Thursday, September 14, 2023

BEQ tk (Darby) 


LAT 6:41 (Gareth) 


NYT 13:50 (ZDL) 


The New Yorker tk (Kyle) 


Universal tk (Sophia) 


USA Today 10:42 (Emily) 


WSJ 8:20 (Jim) 


Fireball tk (Jenni) 


Prasanna Keshava’s Wall Street Journal crossword, “Twist of Fate”—Jim’s review

Our theme consists of four groupings of circled letters all of which spell out LUCK, but in a slightly different formation. The two-part revealer is WHEEL OF / FORTUNE (32a, [With 37-Across, card in a tarot deck, and a hint to each circled letter set]). The intent is to visualize the letters LUCK within a spinning wheel (as opposed to a group of squares).

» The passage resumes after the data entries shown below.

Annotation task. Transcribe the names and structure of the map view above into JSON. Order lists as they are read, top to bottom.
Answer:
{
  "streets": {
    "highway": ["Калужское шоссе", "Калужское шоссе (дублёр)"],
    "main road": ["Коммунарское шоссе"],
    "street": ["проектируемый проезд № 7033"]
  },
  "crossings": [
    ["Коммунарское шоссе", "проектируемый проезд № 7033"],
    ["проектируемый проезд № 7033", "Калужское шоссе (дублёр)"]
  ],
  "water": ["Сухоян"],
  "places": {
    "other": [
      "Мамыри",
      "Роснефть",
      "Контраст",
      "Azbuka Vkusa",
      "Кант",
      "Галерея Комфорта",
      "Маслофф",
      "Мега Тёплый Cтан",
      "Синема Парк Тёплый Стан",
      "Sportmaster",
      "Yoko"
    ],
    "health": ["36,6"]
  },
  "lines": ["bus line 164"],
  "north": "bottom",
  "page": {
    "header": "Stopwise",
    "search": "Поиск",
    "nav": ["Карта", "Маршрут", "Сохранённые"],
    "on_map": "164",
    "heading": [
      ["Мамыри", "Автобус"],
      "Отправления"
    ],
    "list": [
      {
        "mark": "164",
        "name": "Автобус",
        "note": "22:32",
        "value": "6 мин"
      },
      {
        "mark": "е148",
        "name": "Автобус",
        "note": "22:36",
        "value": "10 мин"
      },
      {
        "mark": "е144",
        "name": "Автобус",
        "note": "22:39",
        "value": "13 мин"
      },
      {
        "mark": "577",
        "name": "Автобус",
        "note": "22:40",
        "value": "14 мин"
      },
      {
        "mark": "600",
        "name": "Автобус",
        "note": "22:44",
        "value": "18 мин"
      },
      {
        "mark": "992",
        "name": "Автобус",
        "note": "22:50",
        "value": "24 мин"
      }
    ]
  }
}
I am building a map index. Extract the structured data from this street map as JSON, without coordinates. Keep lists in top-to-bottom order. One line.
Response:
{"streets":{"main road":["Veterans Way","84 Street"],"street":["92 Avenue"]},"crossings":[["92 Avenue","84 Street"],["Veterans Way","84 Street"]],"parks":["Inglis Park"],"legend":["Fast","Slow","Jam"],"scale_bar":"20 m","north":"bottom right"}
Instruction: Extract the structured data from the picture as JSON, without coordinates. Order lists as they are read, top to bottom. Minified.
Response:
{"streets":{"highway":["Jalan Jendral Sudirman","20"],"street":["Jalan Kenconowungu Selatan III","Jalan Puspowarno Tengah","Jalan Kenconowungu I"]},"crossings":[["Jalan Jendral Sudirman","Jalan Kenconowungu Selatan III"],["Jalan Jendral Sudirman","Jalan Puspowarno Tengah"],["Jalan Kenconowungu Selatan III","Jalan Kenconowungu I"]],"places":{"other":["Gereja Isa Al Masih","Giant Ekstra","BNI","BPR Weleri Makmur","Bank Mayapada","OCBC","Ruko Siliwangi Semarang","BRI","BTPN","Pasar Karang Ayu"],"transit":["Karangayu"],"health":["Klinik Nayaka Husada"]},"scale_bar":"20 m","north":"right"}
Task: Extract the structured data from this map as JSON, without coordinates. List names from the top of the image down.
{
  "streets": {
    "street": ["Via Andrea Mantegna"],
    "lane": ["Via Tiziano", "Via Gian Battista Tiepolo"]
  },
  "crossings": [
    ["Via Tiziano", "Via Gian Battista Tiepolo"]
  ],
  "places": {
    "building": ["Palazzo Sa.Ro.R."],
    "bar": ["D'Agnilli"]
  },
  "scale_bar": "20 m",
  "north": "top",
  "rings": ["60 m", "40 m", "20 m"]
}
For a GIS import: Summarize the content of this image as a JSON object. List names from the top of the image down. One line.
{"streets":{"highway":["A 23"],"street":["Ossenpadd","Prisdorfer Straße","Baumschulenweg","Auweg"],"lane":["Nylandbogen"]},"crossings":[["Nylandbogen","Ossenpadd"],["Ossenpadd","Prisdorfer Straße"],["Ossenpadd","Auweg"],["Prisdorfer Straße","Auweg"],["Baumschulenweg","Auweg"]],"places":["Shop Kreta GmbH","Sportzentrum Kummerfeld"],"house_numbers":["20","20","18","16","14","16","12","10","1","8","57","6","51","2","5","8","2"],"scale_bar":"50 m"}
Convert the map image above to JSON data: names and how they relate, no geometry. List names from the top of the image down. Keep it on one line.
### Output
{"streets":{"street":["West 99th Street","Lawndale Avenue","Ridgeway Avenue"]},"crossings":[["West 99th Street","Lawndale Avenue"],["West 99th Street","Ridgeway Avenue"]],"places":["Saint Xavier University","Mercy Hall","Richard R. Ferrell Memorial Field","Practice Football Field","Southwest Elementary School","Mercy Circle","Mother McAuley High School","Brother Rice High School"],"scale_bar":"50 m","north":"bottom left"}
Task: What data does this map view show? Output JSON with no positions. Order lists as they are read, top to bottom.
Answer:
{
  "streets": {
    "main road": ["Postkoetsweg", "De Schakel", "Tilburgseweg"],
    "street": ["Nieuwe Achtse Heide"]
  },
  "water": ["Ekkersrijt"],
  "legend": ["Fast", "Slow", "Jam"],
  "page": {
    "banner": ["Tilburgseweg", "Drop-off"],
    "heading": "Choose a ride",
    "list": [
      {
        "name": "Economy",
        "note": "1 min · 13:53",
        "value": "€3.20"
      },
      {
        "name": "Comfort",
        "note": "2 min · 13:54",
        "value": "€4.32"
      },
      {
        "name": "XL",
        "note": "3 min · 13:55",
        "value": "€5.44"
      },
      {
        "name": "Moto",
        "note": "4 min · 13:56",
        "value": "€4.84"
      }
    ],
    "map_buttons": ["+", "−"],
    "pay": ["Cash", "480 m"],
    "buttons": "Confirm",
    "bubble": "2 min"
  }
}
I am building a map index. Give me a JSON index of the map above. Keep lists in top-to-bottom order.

Wall St Journal crossword solution · “Twist of Fate” · Prasanna Keshava · Thu., 9.14.23

I like the concept and (most of) the grid design! The left-right symmetry seems appropriate, given the theme. Now, if we could’ve had radial symmetry, that would’ve been really appropriate.

What I found challenging with the grid design was the two northern corners being so segmented off. And with the stacked theme words causing more than the usual amount of abbreviations and crosswordese in the fill, I found that NW corner especially challenging.

Thankfully, once I realized that the circled letters in each grouping were the same four just in different positions, I was able to get myself unstuck.

Topping the fill are those two marquee entries: KITE SURF and TOP SHELF. Down at the bottom is the fun “BEER ME,” and I also liked REDUX and TROPE. As I said, there was a lot of crosswordese to get through like BUCO, ENTRE, NENEH, ECKO, TGI, DAK, but it was all gettable in the end, and the cluing seemed fair.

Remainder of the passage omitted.